With its expansion into identity management, Palo Alto is going big in a space that’s viewed by experts as a key spending area for IT in the coming years.
“You can’t slow down your spending because the hackers aren’t slowing down,” Nowinski said. “That’s your growth driver.”
Ofer Schreiber, senior partner and head of YL Ventures’ Israel office, said Palo Alto has helped take an extremely fragmented market, consisting of lots of point solutions, and created a centralized vendor for clients.
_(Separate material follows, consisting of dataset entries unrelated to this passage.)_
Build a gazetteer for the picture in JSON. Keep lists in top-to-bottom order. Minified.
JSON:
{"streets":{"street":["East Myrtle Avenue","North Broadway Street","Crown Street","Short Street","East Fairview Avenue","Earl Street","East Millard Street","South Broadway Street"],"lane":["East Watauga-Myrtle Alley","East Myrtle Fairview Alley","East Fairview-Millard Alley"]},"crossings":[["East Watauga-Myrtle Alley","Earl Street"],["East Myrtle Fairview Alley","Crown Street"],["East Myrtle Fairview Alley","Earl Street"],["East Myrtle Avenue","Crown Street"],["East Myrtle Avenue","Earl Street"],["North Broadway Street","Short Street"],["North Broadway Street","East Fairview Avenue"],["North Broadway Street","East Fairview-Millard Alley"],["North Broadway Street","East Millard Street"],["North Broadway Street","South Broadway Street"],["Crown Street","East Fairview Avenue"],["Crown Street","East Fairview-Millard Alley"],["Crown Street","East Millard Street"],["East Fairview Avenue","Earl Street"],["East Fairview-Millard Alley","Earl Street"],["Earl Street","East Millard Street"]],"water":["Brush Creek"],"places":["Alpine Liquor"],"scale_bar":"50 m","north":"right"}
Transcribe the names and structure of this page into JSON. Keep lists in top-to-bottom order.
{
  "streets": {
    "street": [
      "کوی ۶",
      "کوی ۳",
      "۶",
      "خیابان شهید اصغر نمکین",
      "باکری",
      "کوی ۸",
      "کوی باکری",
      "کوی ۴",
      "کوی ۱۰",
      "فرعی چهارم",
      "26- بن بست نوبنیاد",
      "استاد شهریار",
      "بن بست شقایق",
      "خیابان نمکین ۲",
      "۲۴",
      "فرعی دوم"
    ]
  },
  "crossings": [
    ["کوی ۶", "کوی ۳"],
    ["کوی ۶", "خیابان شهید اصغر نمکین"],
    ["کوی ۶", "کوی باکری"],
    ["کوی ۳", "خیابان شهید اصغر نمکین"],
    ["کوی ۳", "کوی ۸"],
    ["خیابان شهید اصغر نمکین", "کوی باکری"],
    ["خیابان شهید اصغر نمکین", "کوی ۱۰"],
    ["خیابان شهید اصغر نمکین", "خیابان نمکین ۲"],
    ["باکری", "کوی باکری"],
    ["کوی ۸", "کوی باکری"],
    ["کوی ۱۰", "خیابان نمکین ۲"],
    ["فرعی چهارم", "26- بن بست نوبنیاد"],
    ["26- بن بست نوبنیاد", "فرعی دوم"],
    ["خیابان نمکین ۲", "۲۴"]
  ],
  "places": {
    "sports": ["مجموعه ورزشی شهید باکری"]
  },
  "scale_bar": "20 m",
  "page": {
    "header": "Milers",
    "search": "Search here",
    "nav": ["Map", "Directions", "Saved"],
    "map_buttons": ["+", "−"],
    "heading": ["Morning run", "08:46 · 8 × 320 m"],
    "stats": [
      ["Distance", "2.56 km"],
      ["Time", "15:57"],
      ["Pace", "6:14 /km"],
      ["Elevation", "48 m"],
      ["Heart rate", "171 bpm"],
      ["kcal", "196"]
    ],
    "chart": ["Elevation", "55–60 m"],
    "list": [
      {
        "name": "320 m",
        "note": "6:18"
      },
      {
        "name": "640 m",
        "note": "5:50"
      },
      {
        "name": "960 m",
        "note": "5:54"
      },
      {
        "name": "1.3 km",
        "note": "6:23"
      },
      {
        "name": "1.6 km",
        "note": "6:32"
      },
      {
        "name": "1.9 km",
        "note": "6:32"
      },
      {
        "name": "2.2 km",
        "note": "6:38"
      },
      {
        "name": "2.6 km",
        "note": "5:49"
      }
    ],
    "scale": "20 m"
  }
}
According to a joint report from IBM and Palo Alto printed in January, the common group makes use of 83 other safety merchandise from 29 independent firms.
“From the customer’s perspective, it’s much more convenient dealing with with one vendor with multiple products tightly integrated,” Schreiber stated. “You can’t really be just a one-product company.”
Nonetheless, Arora is in untested waters with CyberArk.
Palo Alto’s stocks dropped on all 5 days following the announcement of the offer. It’s the primary future at Palo Alto that Arora has led a multibillion-dollar acquire, and he now faces the execution demanding situations of integrating 1000’s of unutilized staff.
Analysts at KeyBanc diminished their ranking to the identical of reserve from purchase, due in part to considerations a couple of rarity of “meaningful synergies” within the product choices and a view that buyers would like an “independent vendor solely focused on identity.”
However TD Cowen’s Shaul Eyal nonetheless recommends purchasing the stocks. He stated that what’s made Arora a success is his “relentless focus on execution” and his means of having a bet on sizeable markets the place Palo Alto can briefly scale and transform the chief or runner-up.
That, and his skill to collect.
“It’s all about upsell,” Eyal stated. “Every other second, third, fourth module you’re selling to an existing customer flows straight to the bottom line.”